Fri, Mar 10, 2006 - Page 9 News List

The security imperative and free trade

By Melvyn Krauss

The war on terror appears to be causing a surge in protectionism. Some anti-terrorist warriors are so worked up about immigrants that they want to build a wall along the entire US-Mexican border. They are also fighting the proposed takeover of US ports by a Dubai company, because they fear terrorists could gain vital intelligence from the investments. In Europe, the movement to stop inflows of migrants from Muslim countries is extremely popular.

These developments do not constitute more protectionism in the usual meaning of the term, where private interests subvert the public good, as when farmers charge higher prices because competitive imports are restricted. National security concerns are not foolish.

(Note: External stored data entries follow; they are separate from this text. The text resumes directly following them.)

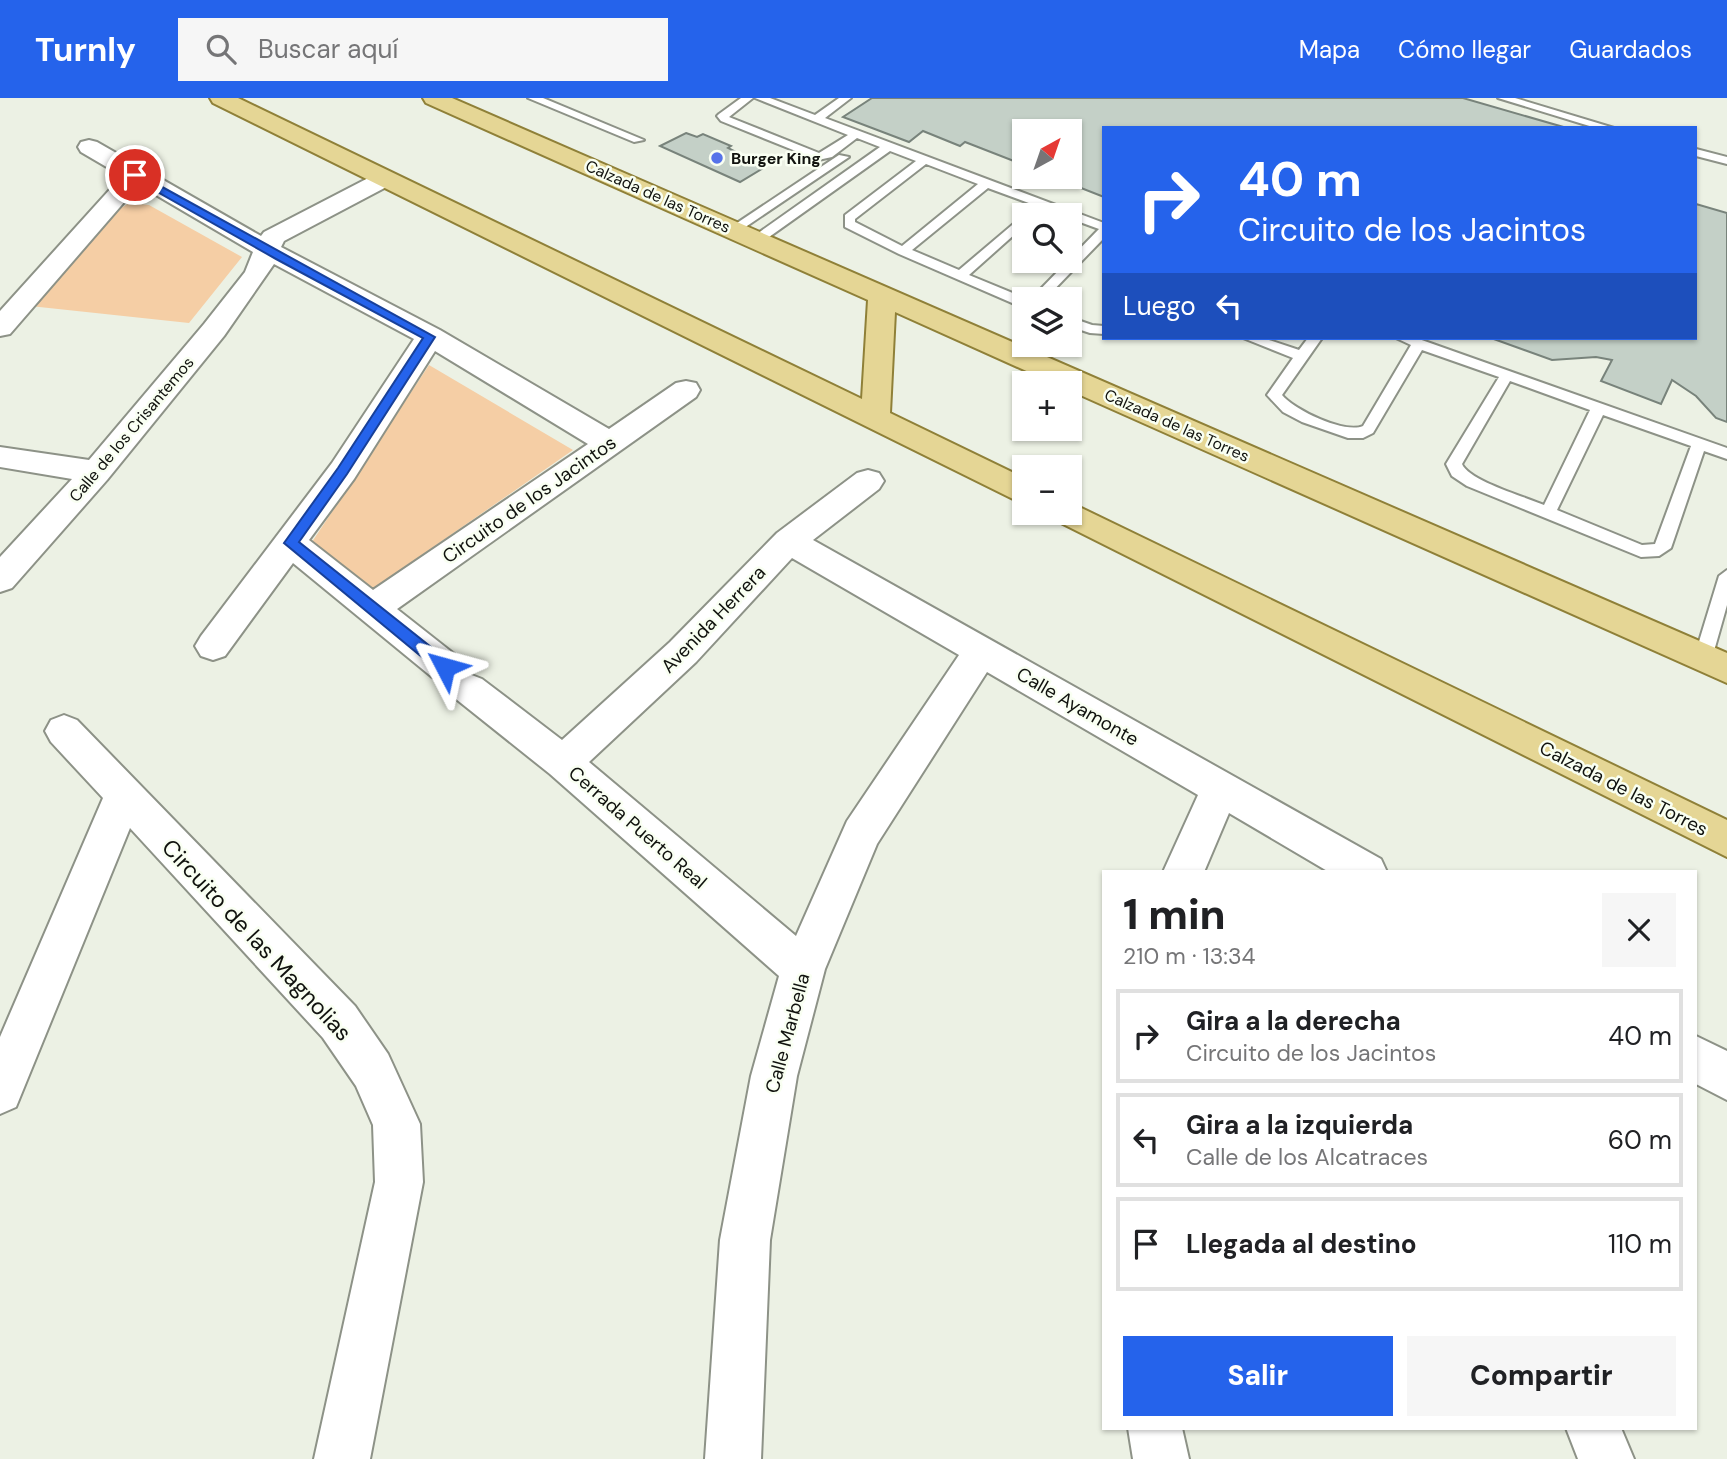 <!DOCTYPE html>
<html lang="es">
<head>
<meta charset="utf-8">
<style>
	:root { --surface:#fff; --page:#f6f6f6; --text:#202124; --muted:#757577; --line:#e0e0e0; --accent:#2563eb }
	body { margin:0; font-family:"DM Sans",sans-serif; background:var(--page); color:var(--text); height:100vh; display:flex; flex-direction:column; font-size:26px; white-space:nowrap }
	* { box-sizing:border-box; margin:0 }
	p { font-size:23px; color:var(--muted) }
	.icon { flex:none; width:38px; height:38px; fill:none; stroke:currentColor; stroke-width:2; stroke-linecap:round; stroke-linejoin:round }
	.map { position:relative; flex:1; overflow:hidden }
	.side { position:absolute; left:1102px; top:772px; width:595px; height:560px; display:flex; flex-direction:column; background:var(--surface); border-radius:0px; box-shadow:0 2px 5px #0004 }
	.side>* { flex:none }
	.banner { position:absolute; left:1102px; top:28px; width:595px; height:214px; border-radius:0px; box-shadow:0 2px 5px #0004; background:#2563eb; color:#fff; overflow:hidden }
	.needle { width:46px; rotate:40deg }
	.tools { position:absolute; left:1012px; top:21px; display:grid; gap:14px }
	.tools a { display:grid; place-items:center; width:70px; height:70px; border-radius:0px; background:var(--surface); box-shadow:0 2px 5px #0004; font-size:35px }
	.pin { position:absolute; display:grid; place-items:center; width:60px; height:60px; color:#fff; margin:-30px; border:4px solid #fff; border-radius:50%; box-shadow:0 2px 7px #0007 }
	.me { position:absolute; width:77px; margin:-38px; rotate:309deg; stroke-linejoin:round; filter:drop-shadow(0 0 5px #0008) }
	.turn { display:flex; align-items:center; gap:24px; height:147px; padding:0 21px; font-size:32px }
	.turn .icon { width:91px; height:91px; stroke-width:2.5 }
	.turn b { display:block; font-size:49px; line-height:60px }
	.then { display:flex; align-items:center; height:66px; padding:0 21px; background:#0003; gap:14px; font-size:26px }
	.round { display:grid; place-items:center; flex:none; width:74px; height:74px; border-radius:0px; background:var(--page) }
	.overview { display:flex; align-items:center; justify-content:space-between; height:119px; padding:0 21px }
	h1 { font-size:42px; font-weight:800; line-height:52px }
	.cta { display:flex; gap:14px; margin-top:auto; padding:14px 21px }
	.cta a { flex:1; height:80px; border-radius:0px; background:var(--accent); color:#fff; font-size:28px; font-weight:800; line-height:80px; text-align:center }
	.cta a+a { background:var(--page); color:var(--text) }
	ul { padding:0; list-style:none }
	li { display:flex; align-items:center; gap:21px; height:94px; margin:0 14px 10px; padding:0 7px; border:4px solid var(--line); border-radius:0px }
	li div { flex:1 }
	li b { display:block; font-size:26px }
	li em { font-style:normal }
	header { display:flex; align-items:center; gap:42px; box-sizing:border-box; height:98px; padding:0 35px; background:var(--accent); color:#fff }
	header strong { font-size:33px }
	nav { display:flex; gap:38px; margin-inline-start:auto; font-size:24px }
	.search { width:490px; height:63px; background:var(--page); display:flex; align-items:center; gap:18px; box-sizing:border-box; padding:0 24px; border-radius:0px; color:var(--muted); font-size:26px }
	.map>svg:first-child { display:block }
	.green { fill:#f5cea5 }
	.building { fill:#c4d0c7; stroke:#78837b; stroke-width:2 }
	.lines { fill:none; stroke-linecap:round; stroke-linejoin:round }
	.lane-casing { stroke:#8d9287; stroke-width:4 }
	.street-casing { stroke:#8d9287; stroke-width:4 }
	.primary-casing { stroke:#8f8038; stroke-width:4 }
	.lane { fill:#fff; fill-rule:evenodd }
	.street { fill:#fff; fill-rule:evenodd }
	.primary { fill:#e5d695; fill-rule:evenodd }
	.route { fill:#2563eb; stroke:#184099; stroke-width:2 }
	.poi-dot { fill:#5673e9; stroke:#f9fff2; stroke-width:2.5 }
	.labels { text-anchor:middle; stroke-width:5; stroke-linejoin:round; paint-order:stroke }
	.far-poi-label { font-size:16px; font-weight:bold; fill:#10120e; stroke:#f9fff2; text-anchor:start }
	.far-street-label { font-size:16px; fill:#10120e; stroke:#f9fff2 }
	.street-label { font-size:19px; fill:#10120e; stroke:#f9fff2 }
	.near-street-label { font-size:23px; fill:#10120e; stroke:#f9fff2 }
</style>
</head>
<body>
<header>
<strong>Turnly</strong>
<div class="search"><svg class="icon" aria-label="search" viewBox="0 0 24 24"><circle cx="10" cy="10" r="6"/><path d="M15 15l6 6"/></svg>Buscar aquí</div>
<nav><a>Mapa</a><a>Cómo llegar</a><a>Guardados</a></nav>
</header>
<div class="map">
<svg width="1727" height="1361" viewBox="0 0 1727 1361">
	<rect width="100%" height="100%" fill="#ecf1e4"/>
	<path class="green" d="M129,105L149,107L242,159L189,225L30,208L118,112Z
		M429,267L573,352L370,493L308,450Z"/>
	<path class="building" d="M872,0H1463L1567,30H1104V99L1053,79H1069V33H1024V67L965,44L960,48L923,33L909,44L843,19Z
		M686,35L697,39L703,36L731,48L728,50L765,69L740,84L660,48Z
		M1696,106L1727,115V324L1716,320L1696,298L1672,282L1661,306L1601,283L1612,262L1596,259L1552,262L1491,240H1696Z"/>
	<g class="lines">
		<defs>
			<path id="lane" d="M528,0H543L644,42L634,44Z
				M741,0H753L729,19L819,55L848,37L755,0H770L815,17L839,0H851L825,20L1104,125V140L1045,201H1031L1099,131L1069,120V117H1061L988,90L912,152L959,172L1024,117V128L969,177L1027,201H1024V209L1019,208L899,156L845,129V117L916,63L890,53L762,144H754V138L880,49L857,40L832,59L818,62L721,23L717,18L719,16ZM926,66L978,86L902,148L855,124V121Z
				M1498,0H1515L1614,30H1596Z
				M1696,51L1727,59V66L1696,58Z
				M839,57L849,59L738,134L734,135L728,131Z
				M1069,219L1092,227L1104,228V236L1090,235L1069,228Z
				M1243,240H1263L1299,252L1308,240H1322L1282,297C1294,312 1345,336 1363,328L1411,247L1396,240H1416L1727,350V361L1704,353L1671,450L1659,458L1641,459L1467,388L1452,378L1446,366L1499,279L1422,252L1373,335L1363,340H1348L1302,324L1283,314L1267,297L1293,260ZM1510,283L1590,312L1544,407C1526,399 1469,383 1462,366ZM1603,317L1691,348L1655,446L1642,447L1557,412Z
				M1727,472V507L1712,560L1709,565H1697L1694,560L1719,478Z"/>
			<path id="street" d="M89,42L97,44L261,138L264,134L376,76H392L396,81L392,86L284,143L281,149L440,232L609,331L676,285L686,283L696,285L700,292L696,299L397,511L458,559L463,569L458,579L445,583L432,579L293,465L225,558L213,562L201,558L195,548L201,538L332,365L414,241L274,166L224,238L107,382L12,490L0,494V459L72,381L0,369V349L89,362L204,226L245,174L253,154L139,87L10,236L0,238V213L122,78L81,54L78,49L81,44ZM435,253L588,346L373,492L309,442L354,381Z
				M868,372L879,375L884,383L879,391L813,442L1381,761L1387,774H1329L1229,715L1204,774H1163L1198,697L987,574L877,746L825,871L797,978L770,1142L761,1361H705L720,1142L751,978L779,878L550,676L456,601L451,591L456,581L469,576L482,581L562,642L670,544L777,435L857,375ZM792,460L959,557L847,723L796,838L589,664L696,564Z
				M64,617L77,622L355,908L388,956L420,1026L423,1084L370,1361H314L375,1084L373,1027L356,988L323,940L130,730L16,1009L0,1016V939L103,700L51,644L45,633L51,622Z
				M1696,938L1727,953V1002L1696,986Z
				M1128,1330H1182L1189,1361H1133Z
				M1566,1330H1621L1634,1361H1578Z"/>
			<path id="primary" d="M210,0H238L862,301L868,202L426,5L423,0H452L1727,555V585L1069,292V285H1053L895,214L890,315L1024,380V404L1013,401L213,5Z
				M1069,404L1727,722V759L1057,423L1052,415H1069Z"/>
		</defs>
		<use href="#lane" class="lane-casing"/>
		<use href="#street" class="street-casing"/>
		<use href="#primary" class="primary-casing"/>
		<use href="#lane" class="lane"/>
		<use href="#street" class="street"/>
		<use href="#primary" class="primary"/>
	</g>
	<path class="route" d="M135,74L435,239L347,376L299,444L451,565L453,569L451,574H440L284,445L338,370L423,240L276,161L131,79L130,77Z"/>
	<circle class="poi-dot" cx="717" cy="60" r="7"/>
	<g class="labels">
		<g class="far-poi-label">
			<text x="731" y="66">Burger King</text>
		</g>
		<g class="far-street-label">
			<text transform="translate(658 98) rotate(24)" y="6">Calzada de las Torres</text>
			<text transform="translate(1177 327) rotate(24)" y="6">Calzada de las Torres</text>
			<text transform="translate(131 331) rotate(-50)" y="6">Calle de los Crisantemos</text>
		</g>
		<g class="street-label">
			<text transform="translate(529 401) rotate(-35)" y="7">Circuito de los Jacintos</text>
			<text transform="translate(713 521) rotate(-46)" y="7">Avenida Herrera</text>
			<text transform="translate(1078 608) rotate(30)" y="7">Calle Ayamonte</text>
			<text transform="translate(1624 690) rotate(27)" y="7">Calzada de las Torres</text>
			<text transform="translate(638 729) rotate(41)" y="7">Cerrada Puerto Real</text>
			<text transform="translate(787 935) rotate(-75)" y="7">Calle Marbella</text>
		</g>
		<g class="near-street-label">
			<text transform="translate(257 842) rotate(47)" y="8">Circuito de las Magnolias</text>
		</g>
	</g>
</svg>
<div class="tools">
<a><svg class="needle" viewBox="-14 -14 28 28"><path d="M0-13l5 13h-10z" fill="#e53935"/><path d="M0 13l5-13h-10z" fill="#757577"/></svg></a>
<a><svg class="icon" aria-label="search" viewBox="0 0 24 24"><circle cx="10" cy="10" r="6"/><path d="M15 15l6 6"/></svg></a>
<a><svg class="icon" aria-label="layers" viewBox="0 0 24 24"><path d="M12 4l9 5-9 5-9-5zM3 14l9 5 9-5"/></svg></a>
<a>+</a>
<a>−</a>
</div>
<div class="pin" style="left:135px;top:77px;background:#d93025"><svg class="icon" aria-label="arrive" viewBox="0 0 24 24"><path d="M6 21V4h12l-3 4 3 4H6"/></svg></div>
<svg class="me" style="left:445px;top:569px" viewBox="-20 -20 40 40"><path d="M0-17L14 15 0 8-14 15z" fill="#2563eb" stroke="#fff" stroke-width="4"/></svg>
<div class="banner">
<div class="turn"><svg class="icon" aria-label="right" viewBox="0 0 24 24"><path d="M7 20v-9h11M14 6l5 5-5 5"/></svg><div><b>40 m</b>Circuito de los Jacintos</div></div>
<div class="then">Luego<svg class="icon" aria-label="left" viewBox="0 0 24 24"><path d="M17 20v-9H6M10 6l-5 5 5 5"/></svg></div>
</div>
<section class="side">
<div class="overview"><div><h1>1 min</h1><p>210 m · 13:34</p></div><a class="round"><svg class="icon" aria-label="close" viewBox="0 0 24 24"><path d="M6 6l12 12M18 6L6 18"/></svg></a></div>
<ul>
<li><svg class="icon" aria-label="right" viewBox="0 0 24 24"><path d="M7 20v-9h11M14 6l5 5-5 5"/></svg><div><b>Gira a la derecha</b><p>Circuito de los Jacintos</p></div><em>40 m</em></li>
<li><svg class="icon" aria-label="left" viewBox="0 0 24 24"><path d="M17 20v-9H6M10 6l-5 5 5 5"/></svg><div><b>Gira a la izquierda</b><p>Calle de los Alcatraces</p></div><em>60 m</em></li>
<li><svg class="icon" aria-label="arrive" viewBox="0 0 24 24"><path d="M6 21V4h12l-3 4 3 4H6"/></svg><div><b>Llegada al destino</b></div><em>110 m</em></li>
</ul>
<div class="cta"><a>Salir</a><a>Compartir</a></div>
</section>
</div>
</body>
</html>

While a nation has a clear interest in the benefits of free and open trade, it also has a vital interest in its citizens' safety.

National security versus globalization is not an either-or issue, though they sometimes come into conflict with each other, so balancing them is the key to successful policy.

US President George W. Bush, for example, is seeking balance on the immigration issue by proposing to restrict, but not eliminate, guest worker entry. His proposal is the right approach when guest workers could be terrorists. Naturally, the greater the terrorist threat on the border, the more restrictive the policy should be.

Compensating for the expected diminution of guest workers on the global stage is a likely increase in outsourcing, which provides an alternative and potentially more attractive way to import labor services when globalization is tainted by terrorism.

Like guest workers, outsourcing imports labor services, but the foreign workers stay in their own backyards. Either the desired service is performed from abroad -- telemarketing, for example -- or the work is sent abroad for processing and later imported to the home country (in Europe, more and more industrial work is being outsourced from West to East). Outsourcing keeps terrorists -- and other foreigners who would get expensive welfare subsidies -- at bay without sacrificing the benefits of globalization.

Bush may be right on guest workers, but his controversial proposal to have a Dubai-based company run six US ports is a big mistake. In a safer world, the deal would go unnoticed -- and rightfully so. But US public opinion, worried about the threat of terrorism, seems set against the takeover.

Free traders are dismayed. They take popular opposition to the deal as a sign that the US' commitment to an open economy may be waning. But after the terrorist attacks of September 2001, is it a "frenzy" for Americans to demand greater public safety and national security from their elected officials?

In this age of terrorism, doctrines like free trade must be redefined to include the public's interest in "goods" like safety, as well as more conventional goods like televisions and cars. Otherwise, such doctrines lose their relevance.

The transfer of potentially strategic information about ports into foreign and perhaps unfriendly hands clearly carries with it national security risks. It is futile for the Bush administration to deny it. Even the US Coast Guard could not rule out that the company's assets could be used for terrorist operations.

Banning the takeover, on the other hand, would mean less efficient management of the ports, since the Dubai-based company is considered a better manager than the current one. This would mean a loss for the US, as some of the efficiency achieved by the Dubai firm would pass on to US ports in the form of higher lease payments.